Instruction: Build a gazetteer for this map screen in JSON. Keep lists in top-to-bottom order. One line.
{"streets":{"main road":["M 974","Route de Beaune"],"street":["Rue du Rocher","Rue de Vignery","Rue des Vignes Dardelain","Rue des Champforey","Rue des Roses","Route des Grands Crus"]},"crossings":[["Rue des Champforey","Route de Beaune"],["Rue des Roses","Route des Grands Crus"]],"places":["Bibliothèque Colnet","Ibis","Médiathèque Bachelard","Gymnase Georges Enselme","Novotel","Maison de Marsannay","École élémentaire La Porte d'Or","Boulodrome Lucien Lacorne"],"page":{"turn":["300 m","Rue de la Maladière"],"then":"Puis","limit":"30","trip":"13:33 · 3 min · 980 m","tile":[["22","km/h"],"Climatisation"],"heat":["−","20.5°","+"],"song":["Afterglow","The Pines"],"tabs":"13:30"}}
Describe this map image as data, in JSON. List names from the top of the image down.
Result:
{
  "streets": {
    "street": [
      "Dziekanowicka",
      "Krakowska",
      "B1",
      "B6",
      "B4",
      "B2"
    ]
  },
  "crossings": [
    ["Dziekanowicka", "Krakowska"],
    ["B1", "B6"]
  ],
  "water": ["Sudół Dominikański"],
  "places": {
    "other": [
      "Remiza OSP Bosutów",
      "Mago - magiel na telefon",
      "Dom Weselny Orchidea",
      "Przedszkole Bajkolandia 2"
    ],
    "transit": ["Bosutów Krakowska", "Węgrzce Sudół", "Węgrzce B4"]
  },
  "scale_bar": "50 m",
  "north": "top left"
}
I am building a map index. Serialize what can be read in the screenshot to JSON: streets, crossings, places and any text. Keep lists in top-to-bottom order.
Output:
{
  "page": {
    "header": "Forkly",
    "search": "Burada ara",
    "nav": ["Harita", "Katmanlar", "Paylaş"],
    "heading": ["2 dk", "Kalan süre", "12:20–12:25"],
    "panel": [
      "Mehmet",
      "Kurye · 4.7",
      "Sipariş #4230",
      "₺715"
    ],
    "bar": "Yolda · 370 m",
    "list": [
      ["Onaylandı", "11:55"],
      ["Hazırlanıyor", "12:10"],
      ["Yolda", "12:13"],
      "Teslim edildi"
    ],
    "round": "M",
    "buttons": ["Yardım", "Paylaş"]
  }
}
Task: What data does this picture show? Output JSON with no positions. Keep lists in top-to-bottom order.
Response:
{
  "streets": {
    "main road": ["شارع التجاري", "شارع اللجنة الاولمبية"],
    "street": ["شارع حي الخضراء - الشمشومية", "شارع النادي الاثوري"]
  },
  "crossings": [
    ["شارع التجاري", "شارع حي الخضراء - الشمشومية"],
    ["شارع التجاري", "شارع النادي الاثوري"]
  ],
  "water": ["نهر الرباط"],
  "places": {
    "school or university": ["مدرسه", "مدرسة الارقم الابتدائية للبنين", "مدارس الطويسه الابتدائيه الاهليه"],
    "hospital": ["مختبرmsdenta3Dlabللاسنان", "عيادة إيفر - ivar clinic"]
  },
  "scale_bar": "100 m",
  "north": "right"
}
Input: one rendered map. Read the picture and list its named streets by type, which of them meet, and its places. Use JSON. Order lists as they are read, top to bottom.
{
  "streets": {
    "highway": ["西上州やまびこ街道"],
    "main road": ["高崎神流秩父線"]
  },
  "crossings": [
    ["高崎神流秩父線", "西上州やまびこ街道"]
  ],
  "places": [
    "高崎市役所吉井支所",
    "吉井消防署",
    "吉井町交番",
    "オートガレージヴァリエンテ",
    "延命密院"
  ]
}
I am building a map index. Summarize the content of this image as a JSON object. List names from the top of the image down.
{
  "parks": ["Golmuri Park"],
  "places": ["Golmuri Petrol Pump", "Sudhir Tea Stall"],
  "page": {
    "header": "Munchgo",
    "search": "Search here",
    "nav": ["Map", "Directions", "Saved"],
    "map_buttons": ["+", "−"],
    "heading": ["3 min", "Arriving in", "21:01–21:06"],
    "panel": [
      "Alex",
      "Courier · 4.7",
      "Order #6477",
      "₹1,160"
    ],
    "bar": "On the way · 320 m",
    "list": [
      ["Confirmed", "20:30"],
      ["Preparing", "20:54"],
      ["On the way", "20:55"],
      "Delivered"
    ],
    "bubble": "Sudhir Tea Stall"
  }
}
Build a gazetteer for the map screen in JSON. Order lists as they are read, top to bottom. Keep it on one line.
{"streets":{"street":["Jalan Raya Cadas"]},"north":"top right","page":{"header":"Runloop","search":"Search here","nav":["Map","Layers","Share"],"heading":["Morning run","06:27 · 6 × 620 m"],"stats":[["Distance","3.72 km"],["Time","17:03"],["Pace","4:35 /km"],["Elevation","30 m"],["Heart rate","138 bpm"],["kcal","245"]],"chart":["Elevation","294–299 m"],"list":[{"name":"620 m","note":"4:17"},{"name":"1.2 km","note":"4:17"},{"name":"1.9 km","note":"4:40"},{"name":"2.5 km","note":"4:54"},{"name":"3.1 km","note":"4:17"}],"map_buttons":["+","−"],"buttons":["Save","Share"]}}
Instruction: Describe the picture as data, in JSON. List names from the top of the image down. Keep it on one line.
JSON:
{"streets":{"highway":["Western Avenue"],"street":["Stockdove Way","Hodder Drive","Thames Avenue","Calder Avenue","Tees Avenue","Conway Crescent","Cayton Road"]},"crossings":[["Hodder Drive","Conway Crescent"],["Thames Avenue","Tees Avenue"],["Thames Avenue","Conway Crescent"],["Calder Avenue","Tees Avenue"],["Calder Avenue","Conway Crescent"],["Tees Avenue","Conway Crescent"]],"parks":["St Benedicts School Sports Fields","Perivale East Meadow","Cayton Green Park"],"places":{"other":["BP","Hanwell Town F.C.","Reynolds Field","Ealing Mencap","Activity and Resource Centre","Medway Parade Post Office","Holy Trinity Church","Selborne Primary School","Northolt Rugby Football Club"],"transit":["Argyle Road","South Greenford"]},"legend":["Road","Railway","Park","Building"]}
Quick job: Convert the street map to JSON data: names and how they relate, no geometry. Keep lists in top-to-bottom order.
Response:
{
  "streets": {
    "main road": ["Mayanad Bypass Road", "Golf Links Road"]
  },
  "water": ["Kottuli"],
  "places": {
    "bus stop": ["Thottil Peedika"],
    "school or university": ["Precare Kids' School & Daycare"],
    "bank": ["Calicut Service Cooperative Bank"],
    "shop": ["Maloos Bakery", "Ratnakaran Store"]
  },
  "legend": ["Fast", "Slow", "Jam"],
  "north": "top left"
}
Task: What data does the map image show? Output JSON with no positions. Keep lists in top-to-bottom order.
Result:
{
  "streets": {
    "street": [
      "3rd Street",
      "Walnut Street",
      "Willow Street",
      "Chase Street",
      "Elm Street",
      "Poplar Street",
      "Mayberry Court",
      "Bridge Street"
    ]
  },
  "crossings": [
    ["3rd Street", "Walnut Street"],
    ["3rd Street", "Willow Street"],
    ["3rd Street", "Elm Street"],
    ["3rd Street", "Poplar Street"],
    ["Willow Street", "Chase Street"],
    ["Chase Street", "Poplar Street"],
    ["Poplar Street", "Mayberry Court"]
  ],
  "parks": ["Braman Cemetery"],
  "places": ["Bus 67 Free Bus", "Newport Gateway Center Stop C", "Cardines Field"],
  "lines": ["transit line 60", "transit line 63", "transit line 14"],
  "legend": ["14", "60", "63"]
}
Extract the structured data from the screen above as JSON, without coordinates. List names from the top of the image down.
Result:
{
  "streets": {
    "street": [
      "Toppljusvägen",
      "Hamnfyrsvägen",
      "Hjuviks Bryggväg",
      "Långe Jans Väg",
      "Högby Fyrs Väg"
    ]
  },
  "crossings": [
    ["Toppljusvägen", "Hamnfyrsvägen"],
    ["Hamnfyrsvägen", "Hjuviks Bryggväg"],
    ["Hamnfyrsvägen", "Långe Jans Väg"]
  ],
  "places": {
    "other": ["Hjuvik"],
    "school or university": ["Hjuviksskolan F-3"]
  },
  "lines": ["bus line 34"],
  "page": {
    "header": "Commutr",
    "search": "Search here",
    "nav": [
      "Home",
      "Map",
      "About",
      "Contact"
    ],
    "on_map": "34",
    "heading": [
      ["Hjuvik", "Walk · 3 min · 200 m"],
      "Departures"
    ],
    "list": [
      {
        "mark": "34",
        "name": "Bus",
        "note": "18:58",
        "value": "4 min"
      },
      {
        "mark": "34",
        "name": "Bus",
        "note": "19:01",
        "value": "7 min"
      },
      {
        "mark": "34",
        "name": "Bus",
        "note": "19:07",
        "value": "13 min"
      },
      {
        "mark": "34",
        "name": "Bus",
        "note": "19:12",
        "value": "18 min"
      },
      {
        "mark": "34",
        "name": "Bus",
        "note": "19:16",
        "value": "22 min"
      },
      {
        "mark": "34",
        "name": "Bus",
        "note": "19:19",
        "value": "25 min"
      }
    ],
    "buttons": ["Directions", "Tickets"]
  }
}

Exercise details
For the entries above, give only the number of lines that contain the word "data".

Response for this exercise
6